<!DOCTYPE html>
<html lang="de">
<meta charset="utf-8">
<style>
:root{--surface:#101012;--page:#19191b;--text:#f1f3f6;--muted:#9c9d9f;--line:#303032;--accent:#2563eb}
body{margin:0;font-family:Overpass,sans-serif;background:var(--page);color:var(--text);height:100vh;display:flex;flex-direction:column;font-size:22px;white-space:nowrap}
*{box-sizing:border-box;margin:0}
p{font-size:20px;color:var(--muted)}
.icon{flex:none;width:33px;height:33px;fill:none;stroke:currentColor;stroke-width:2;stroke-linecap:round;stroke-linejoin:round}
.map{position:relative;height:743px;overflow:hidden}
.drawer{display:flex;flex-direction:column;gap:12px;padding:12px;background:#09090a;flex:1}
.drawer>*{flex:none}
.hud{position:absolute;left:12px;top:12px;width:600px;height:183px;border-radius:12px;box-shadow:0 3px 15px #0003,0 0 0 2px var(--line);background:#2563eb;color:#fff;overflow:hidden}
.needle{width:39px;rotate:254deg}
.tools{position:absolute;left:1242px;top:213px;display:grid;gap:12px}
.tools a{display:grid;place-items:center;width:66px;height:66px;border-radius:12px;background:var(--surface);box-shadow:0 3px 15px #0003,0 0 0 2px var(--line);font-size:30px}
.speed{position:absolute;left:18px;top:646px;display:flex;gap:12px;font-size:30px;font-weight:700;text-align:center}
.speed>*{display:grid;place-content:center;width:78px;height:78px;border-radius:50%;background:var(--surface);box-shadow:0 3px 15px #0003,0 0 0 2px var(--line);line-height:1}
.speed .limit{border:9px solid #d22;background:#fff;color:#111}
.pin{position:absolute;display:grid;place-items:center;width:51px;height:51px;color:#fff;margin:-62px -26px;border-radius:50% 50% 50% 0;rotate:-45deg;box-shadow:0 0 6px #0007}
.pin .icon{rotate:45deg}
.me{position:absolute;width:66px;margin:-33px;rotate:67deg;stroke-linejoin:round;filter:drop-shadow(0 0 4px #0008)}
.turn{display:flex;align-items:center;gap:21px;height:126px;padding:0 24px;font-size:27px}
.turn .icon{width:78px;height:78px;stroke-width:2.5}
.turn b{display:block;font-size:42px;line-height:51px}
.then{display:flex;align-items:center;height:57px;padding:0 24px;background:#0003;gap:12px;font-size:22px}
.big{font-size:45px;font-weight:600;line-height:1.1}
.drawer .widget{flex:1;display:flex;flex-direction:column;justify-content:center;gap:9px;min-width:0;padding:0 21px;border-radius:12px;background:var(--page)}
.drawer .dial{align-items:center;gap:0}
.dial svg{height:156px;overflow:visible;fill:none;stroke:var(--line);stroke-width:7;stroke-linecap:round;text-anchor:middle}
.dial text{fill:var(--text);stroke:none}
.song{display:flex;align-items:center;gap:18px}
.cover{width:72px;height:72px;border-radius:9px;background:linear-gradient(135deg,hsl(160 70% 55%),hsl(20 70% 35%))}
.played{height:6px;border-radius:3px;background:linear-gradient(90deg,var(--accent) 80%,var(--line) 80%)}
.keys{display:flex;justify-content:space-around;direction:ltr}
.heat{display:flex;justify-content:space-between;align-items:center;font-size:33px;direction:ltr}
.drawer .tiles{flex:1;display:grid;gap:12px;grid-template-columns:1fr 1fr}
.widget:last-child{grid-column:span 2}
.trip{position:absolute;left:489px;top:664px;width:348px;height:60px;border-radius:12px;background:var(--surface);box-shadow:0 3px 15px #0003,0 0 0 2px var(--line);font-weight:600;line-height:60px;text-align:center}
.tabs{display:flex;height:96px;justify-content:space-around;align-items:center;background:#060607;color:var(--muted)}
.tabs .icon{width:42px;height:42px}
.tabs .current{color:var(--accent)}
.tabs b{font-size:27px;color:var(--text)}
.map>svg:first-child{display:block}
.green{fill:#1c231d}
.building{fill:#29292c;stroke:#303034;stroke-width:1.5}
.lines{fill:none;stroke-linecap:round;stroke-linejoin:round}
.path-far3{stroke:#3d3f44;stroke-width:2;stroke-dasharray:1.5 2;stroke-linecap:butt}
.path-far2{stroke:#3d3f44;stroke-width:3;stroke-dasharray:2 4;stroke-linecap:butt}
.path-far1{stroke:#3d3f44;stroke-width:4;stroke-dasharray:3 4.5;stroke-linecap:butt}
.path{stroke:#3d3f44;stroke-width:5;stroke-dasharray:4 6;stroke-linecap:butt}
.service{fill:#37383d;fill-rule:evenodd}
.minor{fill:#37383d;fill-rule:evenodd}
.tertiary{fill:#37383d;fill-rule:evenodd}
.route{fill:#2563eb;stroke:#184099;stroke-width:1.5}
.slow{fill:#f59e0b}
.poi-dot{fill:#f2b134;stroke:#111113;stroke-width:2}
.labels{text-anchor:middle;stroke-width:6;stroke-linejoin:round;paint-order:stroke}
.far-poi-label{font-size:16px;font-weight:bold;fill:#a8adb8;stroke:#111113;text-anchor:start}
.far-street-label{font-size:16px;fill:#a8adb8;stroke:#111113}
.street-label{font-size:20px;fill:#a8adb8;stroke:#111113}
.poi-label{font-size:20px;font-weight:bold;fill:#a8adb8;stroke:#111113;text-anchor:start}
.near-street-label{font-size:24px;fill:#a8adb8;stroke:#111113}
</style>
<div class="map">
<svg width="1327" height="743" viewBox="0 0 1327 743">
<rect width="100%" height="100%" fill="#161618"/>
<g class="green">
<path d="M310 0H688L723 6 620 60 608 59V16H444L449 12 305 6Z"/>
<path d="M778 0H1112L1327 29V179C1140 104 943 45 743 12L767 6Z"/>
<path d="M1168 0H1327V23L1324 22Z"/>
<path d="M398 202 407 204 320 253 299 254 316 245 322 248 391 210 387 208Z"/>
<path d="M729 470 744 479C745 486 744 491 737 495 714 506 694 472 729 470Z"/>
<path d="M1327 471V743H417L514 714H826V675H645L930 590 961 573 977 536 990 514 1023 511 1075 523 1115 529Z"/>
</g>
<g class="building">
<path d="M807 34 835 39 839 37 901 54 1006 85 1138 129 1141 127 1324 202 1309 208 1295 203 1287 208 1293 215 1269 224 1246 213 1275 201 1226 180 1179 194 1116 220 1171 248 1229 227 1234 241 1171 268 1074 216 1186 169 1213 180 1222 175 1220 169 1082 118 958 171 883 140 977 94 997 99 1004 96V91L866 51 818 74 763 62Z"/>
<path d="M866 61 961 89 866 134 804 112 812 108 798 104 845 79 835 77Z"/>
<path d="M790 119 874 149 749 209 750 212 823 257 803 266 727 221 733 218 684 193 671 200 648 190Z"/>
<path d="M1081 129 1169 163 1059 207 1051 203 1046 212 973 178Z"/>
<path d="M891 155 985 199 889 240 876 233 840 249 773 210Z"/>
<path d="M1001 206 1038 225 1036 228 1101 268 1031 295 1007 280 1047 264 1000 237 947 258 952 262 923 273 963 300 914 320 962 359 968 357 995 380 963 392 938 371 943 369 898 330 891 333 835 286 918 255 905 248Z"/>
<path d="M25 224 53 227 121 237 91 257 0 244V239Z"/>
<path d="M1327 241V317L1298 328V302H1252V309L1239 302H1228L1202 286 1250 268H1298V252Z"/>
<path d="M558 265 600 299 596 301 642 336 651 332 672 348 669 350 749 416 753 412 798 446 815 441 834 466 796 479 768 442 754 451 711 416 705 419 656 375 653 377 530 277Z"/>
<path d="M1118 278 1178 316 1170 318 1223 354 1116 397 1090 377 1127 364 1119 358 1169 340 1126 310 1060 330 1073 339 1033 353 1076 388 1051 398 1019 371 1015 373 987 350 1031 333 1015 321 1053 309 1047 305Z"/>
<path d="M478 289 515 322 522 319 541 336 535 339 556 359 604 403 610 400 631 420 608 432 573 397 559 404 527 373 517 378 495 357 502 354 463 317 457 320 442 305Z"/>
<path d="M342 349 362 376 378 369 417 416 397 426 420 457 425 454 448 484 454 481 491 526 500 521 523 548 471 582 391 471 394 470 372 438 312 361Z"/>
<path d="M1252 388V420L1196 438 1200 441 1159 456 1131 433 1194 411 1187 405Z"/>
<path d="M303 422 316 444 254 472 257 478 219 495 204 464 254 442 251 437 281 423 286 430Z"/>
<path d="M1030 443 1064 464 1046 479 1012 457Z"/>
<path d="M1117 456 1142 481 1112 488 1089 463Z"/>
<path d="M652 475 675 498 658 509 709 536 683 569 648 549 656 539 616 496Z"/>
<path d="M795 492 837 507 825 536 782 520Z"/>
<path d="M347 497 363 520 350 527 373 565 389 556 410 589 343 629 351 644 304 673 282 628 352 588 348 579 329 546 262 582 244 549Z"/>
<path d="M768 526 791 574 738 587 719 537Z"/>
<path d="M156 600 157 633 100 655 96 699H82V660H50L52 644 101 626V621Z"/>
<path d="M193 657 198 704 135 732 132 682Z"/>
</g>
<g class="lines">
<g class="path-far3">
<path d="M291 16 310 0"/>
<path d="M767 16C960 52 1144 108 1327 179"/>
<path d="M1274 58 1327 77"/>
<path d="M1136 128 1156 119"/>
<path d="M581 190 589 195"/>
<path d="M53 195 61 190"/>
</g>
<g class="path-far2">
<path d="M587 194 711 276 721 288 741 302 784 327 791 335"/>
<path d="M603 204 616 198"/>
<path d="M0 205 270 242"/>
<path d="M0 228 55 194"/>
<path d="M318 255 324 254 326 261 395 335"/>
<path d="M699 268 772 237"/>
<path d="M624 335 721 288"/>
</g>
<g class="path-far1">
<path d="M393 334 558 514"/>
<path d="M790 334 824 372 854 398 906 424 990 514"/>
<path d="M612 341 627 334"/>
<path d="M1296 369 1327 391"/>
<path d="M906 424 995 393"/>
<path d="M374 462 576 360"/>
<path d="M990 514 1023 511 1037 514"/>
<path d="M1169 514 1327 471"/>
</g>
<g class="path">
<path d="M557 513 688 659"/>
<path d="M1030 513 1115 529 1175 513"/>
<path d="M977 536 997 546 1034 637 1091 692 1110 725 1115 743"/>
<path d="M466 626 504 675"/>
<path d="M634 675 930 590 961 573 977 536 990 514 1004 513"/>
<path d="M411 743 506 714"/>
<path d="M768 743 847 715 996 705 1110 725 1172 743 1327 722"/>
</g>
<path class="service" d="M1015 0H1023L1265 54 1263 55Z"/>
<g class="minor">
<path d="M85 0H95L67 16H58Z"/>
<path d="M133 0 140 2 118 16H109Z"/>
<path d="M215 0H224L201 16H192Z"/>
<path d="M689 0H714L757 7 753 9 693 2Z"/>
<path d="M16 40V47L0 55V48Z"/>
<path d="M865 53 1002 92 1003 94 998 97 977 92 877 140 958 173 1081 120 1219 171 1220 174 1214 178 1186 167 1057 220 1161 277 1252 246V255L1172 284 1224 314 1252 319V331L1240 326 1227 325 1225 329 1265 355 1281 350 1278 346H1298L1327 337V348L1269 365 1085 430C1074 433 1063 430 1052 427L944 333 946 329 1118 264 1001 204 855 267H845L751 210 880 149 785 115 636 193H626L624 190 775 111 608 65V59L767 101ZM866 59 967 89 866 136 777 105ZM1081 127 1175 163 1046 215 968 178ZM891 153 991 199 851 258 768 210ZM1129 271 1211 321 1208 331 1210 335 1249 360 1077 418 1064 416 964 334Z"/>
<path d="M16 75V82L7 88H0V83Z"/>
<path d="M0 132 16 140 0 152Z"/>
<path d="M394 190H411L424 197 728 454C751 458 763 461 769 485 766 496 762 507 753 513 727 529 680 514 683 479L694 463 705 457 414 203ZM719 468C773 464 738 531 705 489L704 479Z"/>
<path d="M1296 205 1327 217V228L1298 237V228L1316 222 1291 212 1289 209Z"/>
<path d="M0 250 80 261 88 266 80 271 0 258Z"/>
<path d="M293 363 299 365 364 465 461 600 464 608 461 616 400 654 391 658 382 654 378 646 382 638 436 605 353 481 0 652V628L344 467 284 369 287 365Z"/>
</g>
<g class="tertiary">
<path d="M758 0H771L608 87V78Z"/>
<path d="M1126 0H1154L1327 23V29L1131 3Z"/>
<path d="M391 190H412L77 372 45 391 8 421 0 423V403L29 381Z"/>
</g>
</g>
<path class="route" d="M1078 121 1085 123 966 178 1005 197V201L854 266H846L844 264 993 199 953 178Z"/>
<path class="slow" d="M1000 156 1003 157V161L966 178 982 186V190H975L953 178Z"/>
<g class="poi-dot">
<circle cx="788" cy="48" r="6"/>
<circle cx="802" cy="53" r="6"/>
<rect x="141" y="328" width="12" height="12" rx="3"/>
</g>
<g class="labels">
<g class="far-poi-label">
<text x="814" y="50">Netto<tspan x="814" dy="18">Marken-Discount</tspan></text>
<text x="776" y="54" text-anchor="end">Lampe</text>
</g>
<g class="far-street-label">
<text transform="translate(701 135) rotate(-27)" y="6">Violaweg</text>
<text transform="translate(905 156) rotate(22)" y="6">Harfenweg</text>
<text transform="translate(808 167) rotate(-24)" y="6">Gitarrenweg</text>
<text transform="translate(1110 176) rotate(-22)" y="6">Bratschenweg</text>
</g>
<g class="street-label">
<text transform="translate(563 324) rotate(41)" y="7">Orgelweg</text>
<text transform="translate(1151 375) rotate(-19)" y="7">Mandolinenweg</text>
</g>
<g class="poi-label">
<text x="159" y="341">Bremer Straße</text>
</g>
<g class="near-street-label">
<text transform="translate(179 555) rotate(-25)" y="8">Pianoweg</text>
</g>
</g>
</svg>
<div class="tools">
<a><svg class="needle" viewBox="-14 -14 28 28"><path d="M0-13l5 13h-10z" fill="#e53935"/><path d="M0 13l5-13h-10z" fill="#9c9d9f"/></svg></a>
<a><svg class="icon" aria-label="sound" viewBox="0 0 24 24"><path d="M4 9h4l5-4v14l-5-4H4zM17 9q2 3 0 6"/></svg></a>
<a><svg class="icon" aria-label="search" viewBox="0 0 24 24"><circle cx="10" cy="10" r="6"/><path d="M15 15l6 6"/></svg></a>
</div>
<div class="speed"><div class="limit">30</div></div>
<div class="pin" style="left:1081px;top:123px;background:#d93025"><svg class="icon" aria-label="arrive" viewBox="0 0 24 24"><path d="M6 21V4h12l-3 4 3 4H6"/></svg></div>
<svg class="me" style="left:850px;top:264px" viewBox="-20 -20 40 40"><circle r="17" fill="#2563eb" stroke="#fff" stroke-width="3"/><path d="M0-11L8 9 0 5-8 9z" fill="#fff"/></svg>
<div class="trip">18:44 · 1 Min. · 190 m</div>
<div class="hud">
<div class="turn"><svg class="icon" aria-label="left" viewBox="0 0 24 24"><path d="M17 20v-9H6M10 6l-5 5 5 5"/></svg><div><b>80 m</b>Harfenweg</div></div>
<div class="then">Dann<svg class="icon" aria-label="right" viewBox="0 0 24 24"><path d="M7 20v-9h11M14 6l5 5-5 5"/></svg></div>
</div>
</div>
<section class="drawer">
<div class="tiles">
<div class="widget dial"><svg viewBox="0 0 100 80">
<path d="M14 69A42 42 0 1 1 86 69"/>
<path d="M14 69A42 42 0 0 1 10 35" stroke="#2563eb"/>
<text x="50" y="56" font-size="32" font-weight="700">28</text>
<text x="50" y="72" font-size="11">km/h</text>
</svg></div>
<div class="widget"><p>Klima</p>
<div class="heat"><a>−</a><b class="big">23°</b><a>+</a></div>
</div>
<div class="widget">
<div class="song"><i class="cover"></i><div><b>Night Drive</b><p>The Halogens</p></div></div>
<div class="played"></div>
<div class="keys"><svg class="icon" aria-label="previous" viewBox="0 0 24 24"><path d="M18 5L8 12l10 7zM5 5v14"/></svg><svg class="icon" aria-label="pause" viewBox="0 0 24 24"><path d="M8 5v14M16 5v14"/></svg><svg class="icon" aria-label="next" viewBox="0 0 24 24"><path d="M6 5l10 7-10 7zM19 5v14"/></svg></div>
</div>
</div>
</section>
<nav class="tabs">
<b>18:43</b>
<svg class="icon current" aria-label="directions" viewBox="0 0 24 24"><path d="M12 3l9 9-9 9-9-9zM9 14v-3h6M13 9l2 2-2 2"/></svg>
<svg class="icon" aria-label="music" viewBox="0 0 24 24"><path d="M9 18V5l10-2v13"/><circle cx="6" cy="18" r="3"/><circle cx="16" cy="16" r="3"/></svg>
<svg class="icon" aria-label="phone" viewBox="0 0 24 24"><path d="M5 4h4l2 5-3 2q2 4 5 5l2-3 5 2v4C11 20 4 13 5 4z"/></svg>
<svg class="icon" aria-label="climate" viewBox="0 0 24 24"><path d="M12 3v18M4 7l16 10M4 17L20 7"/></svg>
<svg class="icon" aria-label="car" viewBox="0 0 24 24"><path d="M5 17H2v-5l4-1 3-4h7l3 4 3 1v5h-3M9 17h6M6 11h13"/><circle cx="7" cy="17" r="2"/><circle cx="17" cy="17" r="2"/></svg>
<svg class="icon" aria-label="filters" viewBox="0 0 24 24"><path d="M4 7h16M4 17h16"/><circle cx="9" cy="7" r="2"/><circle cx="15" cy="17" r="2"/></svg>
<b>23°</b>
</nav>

▬▬▬

▶ [TASK STATEMENT]
The response should consist only of the lines running from the one that contains "17H2v-5l4-1 3-4h7l3 4" through the end of the material, repeated exactly.

▶ [ANSWER BOX]
<svg class="icon" aria-label="car" viewBox="0 0 24 24"><path d="M5 17H2v-5l4-1 3-4h7l3 4 3 1v5h-3M9 17h6M6 11h13"/><circle cx="7" cy="17" r="2"/><circle cx="17" cy="17" r="2"/></svg>
<svg class="icon" aria-label="filters" viewBox="0 0 24 24"><path d="M4 7h16M4 17h16"/><circle cx="9" cy="7" r="2"/><circle cx="15" cy="17" r="2"/></svg>
<b>23°</b>
</nav>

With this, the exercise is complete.